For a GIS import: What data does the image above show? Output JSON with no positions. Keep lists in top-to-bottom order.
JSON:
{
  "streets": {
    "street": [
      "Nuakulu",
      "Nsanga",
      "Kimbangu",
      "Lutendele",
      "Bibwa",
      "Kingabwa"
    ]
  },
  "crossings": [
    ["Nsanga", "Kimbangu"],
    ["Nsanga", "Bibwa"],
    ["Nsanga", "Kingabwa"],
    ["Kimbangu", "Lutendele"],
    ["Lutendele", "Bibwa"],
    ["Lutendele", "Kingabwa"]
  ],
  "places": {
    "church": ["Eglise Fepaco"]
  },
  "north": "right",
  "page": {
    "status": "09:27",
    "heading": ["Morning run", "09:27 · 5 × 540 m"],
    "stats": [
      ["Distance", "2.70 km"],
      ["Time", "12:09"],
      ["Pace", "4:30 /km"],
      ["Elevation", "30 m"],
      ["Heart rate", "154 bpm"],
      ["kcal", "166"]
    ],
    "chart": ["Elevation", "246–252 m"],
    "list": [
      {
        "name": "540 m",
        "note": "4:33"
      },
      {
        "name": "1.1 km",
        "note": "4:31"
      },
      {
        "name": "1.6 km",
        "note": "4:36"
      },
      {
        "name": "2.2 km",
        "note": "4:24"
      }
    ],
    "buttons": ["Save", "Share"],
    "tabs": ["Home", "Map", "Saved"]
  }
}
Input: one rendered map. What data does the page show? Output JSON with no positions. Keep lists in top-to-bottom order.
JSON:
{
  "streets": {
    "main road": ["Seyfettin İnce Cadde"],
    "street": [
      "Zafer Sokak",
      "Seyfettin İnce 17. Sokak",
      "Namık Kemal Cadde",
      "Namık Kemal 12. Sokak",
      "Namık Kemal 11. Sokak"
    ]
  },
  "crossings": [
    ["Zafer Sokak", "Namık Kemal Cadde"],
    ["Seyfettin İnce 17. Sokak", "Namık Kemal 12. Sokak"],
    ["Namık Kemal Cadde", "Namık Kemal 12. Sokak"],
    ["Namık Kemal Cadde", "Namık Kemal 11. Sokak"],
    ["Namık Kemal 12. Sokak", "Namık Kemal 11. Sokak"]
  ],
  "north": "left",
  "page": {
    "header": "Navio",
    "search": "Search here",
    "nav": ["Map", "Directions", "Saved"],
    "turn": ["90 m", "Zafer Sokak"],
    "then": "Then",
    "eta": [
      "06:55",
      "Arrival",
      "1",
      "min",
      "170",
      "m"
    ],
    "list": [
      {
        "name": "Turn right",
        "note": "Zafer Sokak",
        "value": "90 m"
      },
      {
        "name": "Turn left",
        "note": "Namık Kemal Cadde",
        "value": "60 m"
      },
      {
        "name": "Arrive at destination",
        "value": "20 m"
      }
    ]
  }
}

————

● What the task requires:
Count the lines of the data that contain the string "Lutendele", and reply with that number alone.

● Answer for the task:
4